Ebber-dog and the “fisher”

Ebony was a small black cocker spaniel. My wife and I had begun calling her “Ebber-dog” as a puppy and, as with all pets, the name stuck. She’s buried in her own special place in the yard of our home here in Palm City along with forty-two years of peers, predecessors, and prodigy–both canine and feline. Most of their resting places are unmarked but we know exactly where each of them are.

Ebber-dog’s transition in my life’s passage centered around the late 1980’s and had all of the heart-warming moments we all have in remembering our four-legged life’s partners. With the years falling away, the details of all but one of these treasured memories rests with Ebony … but there was one–one magical interlude, and I can’t get it out of my mind.

In early December of 1988, my wife, Dee, and I had embarked on a sailing trip on Le Esperance, my 24′ cutter-rigged sailboat. Our destination was the St. John’s River and the City of DeLand where our son was starting his freshman year at Stetson. The lack of space on board dictated that stowage be minimal and the crew limited–the only one we had was black, with long hair and a cold nose.

Ebony

The first day out, with a light on-shore breeze and in the inter-coastal waterway near Vero Beach … Ebber-dog was perched on her haunches in the cock-pit with her fore-paws up on the port rail.

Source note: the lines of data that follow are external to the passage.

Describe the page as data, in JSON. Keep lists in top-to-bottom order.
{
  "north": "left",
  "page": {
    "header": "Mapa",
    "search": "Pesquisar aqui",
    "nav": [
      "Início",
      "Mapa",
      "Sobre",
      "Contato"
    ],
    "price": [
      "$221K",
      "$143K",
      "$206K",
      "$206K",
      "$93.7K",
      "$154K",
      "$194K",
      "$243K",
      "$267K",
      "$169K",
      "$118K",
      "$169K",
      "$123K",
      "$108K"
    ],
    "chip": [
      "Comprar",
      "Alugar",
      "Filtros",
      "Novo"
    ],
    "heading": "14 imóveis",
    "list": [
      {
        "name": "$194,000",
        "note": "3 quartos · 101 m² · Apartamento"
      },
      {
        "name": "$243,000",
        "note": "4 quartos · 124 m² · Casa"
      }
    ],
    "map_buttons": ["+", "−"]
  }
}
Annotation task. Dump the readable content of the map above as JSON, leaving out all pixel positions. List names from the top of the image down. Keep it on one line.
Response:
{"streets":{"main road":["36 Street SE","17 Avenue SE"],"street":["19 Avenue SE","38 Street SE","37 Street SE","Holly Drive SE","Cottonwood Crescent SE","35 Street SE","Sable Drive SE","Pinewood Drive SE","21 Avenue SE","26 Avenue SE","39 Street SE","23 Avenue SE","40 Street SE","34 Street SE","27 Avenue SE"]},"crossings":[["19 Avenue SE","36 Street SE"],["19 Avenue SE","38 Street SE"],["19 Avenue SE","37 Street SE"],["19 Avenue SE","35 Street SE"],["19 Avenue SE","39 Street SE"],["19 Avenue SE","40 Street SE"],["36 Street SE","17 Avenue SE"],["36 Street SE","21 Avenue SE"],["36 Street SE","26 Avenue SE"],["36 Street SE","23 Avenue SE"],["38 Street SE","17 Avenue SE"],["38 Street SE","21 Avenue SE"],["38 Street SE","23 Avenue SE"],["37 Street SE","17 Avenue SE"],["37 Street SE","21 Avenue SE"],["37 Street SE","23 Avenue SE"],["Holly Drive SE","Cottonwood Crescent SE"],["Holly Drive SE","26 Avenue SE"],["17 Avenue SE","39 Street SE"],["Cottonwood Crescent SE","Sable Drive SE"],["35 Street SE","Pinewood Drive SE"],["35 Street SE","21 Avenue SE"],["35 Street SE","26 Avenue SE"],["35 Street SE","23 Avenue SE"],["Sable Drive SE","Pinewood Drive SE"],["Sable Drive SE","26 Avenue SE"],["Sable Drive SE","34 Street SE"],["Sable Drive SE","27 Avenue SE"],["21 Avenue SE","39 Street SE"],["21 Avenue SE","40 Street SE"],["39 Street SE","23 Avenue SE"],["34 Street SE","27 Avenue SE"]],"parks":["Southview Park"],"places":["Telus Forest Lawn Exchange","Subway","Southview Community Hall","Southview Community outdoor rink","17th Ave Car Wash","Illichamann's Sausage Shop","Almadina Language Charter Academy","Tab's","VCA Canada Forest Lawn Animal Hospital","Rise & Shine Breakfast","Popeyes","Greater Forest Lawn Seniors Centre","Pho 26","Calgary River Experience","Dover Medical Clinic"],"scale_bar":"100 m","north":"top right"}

Being on the lee side, she was watching the water go by only inches away when it happened–a bottle-nosed dolphin broke the surface right in front of her. She jumped back and, instantaneously, I yelled out: “Look Ebber-dog … fisher, fisher Ebber-dog!” After a short retreat, Ebony hesitantly went back to the rail and didn’t have long to wait. The dolphin resurfaced in the exact location, relative to the moving vessel, and its four-legged observer was mesmerized. The saga continued for four or five minutes, as the dolphin would return to the surface, blow out, and seemingly glance in Ebber-dog’s direction before disappearing, once again, in the boat’s wake. Long after our visitor had lost interest and swam away, the little cocker spaniel sat gazing at the same flowing target off the port rail.

No. This wasn’t the moment I remember so vividly … it’s only what would lead up to it. Dee and I continued our trip. Almost a week later, we reached Crow’s Bluff on up the St. John’s near DeLand and left Le Esperance in a marina. After visiting with our son, we returned home in a rental car–with a lot of dirty laundry … and our dog.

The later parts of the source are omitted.